Dataset records:

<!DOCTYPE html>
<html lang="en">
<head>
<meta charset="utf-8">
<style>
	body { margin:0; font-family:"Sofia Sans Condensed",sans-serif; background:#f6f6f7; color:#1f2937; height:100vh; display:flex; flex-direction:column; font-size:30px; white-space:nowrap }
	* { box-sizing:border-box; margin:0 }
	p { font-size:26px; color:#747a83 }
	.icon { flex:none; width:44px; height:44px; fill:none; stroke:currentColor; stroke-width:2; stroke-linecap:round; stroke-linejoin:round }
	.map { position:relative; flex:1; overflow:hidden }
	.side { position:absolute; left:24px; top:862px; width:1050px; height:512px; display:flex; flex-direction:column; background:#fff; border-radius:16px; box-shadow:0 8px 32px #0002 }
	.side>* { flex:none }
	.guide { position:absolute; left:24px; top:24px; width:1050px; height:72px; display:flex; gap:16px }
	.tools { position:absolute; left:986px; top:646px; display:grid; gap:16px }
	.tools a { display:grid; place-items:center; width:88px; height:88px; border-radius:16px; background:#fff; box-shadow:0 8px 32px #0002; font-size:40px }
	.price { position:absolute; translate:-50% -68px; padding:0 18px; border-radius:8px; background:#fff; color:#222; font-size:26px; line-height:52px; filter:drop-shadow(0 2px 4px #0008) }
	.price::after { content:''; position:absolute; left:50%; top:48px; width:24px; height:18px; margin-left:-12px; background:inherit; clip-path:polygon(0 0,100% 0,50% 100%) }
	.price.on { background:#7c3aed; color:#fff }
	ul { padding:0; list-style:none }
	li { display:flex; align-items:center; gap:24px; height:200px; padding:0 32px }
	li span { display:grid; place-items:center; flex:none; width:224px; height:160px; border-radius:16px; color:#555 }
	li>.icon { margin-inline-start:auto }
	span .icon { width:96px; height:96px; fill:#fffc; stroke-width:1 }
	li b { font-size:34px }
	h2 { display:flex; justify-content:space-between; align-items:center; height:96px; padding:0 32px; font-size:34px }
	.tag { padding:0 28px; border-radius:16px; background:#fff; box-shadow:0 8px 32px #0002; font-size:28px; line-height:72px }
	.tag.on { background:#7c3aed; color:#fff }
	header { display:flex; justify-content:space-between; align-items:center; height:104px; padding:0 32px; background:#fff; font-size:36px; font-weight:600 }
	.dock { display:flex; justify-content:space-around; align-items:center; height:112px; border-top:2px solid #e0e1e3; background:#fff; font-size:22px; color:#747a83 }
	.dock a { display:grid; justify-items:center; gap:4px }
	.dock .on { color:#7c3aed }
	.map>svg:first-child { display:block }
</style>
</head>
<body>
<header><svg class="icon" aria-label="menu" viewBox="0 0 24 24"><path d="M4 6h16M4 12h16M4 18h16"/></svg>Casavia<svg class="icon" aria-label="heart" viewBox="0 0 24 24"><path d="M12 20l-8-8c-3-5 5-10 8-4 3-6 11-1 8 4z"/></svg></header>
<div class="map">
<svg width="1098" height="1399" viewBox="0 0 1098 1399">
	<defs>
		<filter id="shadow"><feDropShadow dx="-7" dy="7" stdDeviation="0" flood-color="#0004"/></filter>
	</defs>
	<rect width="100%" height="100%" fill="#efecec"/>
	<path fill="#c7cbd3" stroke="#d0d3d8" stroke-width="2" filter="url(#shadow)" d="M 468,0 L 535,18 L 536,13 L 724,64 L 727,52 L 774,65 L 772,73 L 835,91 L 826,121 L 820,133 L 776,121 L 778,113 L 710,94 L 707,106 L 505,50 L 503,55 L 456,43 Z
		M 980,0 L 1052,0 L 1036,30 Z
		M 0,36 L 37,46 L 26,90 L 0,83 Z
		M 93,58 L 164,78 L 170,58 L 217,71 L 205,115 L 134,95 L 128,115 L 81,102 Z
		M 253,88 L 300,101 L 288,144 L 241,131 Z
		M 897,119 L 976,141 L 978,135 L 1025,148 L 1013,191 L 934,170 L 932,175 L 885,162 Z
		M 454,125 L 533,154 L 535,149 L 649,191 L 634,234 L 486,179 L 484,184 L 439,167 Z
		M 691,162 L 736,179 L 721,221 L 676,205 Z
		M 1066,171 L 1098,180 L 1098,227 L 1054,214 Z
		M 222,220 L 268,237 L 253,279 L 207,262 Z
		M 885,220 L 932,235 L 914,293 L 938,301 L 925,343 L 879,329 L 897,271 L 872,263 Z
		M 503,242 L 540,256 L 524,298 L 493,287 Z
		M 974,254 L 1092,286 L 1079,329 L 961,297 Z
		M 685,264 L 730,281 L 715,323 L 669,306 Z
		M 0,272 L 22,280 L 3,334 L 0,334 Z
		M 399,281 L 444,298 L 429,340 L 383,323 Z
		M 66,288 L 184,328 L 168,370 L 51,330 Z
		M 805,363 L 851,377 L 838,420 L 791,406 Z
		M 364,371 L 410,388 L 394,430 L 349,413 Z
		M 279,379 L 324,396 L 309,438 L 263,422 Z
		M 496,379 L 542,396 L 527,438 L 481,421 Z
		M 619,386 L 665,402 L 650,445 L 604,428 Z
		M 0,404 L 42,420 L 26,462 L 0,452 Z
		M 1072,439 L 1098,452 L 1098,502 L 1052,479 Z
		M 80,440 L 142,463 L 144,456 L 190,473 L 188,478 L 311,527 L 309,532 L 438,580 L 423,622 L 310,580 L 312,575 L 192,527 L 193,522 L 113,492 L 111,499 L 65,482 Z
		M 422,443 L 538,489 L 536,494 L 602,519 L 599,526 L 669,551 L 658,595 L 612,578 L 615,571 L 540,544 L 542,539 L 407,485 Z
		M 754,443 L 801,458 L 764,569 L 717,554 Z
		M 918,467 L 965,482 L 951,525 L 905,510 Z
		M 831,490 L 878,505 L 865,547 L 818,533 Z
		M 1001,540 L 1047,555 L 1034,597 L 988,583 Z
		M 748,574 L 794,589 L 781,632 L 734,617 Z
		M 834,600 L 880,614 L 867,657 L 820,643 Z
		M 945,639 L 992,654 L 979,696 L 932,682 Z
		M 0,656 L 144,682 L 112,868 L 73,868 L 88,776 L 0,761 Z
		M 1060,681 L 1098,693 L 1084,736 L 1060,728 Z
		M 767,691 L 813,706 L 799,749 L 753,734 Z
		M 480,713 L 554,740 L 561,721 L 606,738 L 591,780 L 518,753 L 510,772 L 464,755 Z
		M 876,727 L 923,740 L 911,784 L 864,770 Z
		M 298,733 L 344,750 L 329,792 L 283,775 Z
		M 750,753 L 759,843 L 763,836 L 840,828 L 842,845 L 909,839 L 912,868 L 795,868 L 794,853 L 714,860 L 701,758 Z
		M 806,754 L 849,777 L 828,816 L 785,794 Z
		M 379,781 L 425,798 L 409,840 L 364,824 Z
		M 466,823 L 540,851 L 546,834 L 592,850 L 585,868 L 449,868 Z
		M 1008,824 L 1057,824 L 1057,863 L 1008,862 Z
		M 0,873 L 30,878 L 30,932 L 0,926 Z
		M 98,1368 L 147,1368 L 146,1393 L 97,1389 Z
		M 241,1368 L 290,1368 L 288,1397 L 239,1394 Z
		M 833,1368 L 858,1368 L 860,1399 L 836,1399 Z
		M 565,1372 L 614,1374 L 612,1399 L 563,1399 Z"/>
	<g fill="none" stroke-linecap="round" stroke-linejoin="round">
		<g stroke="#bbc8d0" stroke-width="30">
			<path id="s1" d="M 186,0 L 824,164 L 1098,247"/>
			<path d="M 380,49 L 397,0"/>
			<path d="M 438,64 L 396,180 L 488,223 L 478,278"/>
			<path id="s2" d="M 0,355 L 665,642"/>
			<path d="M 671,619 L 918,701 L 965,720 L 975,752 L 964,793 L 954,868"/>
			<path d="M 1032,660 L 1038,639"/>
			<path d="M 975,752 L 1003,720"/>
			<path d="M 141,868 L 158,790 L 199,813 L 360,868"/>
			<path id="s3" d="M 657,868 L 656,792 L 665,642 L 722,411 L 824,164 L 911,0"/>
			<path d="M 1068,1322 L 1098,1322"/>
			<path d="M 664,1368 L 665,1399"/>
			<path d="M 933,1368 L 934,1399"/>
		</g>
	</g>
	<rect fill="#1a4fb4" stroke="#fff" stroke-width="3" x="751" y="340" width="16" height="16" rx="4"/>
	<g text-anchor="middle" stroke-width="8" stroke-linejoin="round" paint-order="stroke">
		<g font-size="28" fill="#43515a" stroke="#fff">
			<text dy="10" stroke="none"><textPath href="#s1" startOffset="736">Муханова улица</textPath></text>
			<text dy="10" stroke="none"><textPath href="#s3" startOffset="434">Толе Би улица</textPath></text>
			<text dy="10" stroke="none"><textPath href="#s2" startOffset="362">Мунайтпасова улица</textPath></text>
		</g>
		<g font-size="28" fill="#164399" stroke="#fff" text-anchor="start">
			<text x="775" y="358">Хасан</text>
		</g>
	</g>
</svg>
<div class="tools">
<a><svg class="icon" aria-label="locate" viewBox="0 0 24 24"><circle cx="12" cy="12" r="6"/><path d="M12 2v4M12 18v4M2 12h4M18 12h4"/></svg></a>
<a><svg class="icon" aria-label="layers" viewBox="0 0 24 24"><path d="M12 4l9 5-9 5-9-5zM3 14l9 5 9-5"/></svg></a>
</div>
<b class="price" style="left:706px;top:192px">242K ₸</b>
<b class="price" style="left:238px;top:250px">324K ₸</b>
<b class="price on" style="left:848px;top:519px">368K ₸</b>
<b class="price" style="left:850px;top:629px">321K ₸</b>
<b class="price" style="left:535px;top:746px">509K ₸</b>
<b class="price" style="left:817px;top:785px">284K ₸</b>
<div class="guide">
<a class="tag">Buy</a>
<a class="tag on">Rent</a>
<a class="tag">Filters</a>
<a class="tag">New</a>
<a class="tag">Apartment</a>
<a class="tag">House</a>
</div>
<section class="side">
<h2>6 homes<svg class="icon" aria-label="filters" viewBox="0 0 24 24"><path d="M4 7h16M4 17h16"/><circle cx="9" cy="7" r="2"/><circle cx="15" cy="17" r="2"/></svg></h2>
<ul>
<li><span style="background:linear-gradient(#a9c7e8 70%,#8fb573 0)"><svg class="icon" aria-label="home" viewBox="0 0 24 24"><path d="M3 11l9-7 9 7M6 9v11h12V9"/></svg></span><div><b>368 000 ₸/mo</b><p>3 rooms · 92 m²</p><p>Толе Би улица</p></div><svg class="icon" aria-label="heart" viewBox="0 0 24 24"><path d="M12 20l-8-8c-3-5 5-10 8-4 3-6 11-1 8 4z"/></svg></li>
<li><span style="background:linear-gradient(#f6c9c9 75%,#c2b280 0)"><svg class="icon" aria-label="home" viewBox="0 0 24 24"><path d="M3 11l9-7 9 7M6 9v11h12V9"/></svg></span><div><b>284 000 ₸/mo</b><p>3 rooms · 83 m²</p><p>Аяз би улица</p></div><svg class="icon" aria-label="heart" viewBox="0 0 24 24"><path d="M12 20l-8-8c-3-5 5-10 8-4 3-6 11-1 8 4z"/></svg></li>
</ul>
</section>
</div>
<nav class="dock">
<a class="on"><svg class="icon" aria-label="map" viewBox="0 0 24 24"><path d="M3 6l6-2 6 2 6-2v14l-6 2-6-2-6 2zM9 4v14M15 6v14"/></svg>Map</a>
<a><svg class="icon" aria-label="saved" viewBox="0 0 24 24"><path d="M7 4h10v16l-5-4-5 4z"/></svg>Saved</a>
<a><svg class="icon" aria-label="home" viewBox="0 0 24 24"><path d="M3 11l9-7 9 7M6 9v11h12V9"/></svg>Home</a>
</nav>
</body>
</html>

Work task: Which lines in the listing hold the word "tools"? Copy them out.

Problem solution:
	.tools { position:absolute; left:986px; top:646px; display:grid; gap:16px }
	.tools a { display:grid; place-items:center; width:88px; height:88px; border-radius:16px; background:#fff; box-shadow:0 8px 32px #0002; font-size:40px }
<div class="tools">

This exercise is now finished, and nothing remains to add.